Jiwa Yang Tenang Di Tengah Bumi Yang Retak (3):  Perjalanan Jiwa Dalam Narasi Psikologi Spiritual 

images (4)

Oleh : Maman Supriatman || Alumni HMI

Di tengah krisis makna dan fragmentasi kehidupan modern, manusia sering terjebak dalam “retakan” bumi peradaban: kecemasan eksistensial, alienasi spiritual, dan degradasi nilai.

Psikologi spiritual muncul sebagai respons interdisipliner yang menggabungkan kebijakan tradisi spiritual dengan pendekatan psikologis modern.

Artikel ini menawarkan kerangka integratif antara konsep nafs dalam tasawuf (ammarah, lawwamah, mutmainnah) dengan teori psikologi transpersonal (Maslow, Jung, Wilber), sekaligus memperkenalkan Psikologi Spiritual sebagai cabang terapan yang relevan menjawab nestapa manusia modern, sebagaimana dielaborasi oleh Seyyed Hossein Nasr.

Psikologi Spiritual didefinisikan sebagai bidang studi yang mengeksplorasi dinamika jiwa manusia melalui integrasi prinsip-prinsip spiritual (seperti penyucian jiwa/tazkiyah, kesadaran transenden) dengan metodologi psikologis (terapi kognitif, kontemplasi, eksperimen kesadaran).

Fokusnya mencakup:

Penyembuhan holistik: Menyeimbangkan dimensi fisik, emosional, dan spiritual.

Transformasi kesadaran: Dari ego-sentris menuju kosmo-sentris.

Pencarian makna transenden: Menghubungkan pengalaman individu dengan realitas metafisik.

Metode operasionalnya meliputi praktik seperti dzikir terstruktur, meditasi sufistik, refleksi eksistensial ala logoterapi Frankl, serta eksplorasi shadow self Jungian.

Dalam Islam, pendekatan ini selaras dengan konsep ihsan (kesadaran akan kehadiran Ilahi) dan muraqabah (pengawasan diri). 

Seperti kata Al-Ghazali: “Jalan menuju Allah adalah jalan penyucian jiwa; barangsiapa tidak menyucikan jiwanya, ia terhalang dari kebenaran meskipun ia banyak berilmu.”

Perjalanan Jiwa Menuju Insan Kamil: Titik Temu Psikologi dan Tasawuf

Setiap manusia berjalan menempuh lorong waktu, dari buaian hingga liang lahat.
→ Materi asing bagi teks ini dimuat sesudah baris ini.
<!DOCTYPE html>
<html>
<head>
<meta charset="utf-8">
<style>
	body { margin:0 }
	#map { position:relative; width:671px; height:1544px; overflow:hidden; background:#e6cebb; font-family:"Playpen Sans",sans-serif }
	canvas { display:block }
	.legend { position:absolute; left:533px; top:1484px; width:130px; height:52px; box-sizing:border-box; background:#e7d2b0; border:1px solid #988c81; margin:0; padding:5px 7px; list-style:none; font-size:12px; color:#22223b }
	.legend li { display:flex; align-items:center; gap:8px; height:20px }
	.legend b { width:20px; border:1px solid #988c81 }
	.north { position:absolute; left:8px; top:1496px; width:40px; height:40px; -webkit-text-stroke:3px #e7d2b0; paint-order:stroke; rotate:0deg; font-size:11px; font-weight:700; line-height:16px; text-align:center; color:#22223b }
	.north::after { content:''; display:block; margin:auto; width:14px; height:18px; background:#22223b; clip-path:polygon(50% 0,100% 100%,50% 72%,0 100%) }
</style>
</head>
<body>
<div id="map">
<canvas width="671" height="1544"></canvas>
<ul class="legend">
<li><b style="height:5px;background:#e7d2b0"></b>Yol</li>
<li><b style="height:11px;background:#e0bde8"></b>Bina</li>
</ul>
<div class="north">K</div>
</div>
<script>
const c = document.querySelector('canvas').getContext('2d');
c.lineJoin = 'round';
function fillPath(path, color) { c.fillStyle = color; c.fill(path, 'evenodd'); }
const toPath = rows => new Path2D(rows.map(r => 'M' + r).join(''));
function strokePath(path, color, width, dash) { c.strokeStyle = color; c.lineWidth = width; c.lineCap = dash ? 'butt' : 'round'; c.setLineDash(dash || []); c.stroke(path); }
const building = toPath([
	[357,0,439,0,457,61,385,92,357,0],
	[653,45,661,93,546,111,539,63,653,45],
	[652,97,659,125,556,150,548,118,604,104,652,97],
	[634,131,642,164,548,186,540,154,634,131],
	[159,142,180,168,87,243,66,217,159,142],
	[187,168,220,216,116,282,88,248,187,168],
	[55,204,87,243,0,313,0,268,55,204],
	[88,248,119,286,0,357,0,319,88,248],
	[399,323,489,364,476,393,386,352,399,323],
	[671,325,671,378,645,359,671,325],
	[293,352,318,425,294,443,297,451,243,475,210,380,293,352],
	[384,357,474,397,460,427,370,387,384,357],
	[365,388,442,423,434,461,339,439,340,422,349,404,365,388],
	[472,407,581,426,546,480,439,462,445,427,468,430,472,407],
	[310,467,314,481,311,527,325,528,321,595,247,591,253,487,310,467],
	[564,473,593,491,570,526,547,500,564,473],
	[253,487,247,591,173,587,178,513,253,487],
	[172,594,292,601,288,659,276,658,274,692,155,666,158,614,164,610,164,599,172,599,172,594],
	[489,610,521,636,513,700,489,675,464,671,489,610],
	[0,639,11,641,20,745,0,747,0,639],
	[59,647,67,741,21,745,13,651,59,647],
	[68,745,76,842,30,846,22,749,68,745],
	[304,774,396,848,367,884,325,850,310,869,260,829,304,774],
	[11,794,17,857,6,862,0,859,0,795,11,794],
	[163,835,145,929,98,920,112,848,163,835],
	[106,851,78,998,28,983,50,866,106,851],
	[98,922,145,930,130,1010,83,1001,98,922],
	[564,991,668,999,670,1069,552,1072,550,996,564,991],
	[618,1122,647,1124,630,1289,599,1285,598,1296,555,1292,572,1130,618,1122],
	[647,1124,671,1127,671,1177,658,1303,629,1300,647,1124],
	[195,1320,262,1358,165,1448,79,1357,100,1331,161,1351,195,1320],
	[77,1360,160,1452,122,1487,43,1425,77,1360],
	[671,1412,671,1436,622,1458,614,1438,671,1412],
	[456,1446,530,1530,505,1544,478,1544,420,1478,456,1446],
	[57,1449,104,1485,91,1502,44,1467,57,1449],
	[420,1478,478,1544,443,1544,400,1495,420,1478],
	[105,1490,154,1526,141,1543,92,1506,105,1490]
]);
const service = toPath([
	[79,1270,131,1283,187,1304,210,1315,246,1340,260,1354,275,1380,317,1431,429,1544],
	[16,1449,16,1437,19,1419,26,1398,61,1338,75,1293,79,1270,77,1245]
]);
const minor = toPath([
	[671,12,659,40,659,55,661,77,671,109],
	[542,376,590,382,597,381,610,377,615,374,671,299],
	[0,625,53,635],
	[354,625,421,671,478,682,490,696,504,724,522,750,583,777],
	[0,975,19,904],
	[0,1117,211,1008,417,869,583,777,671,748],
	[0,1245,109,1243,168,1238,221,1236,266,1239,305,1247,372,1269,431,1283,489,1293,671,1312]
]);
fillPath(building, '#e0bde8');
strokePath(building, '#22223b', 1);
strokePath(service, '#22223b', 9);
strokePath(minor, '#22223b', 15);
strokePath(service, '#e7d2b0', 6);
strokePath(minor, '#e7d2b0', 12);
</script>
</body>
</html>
Namun, tidak semua yang menua menjadi dewasa, dan tidak semua yang dewasa menjadi utuh jiwanya.

Dalam tradisi Islam, terutama dalam tasawuf, dikenal konsep perjalanan jiwa melalui tingkatan nafs: dari nafs ammarah (jiwa yang memerintah kepada kejahatan), menuju nafs lawwamah (jiwa yang mencela), hingga mencapai nafs mutmainnah (jiwa yang tenang).

Ini bukan sekadar transformasi moral, melainkan perjalanan menuju insan kamil: manusia paripurna dalam pandangan Allah.

Namun, apakah perjalanan spiritual ini selaras dengan perjalanan usia dan perkembangan psikologis manusia? Apakah proses menjadi jiwa yang tenang adalah buah alami dari menjadi tua? Ataukah ia adalah hasil dari kesadaran yang diperjuangkan?

Dalam teori perkembangan psikologi Erik Erikson, masa awal kehidupan ditandai oleh krisis seperti trust vs mistrust dan autonomy vs shame.

Seorang anak hidup dalam dunia yang serba egosentris. Ini sejalan dengan nafs ammarah, di mana dorongan insting, syahwat, dan ego mendominasi jiwa.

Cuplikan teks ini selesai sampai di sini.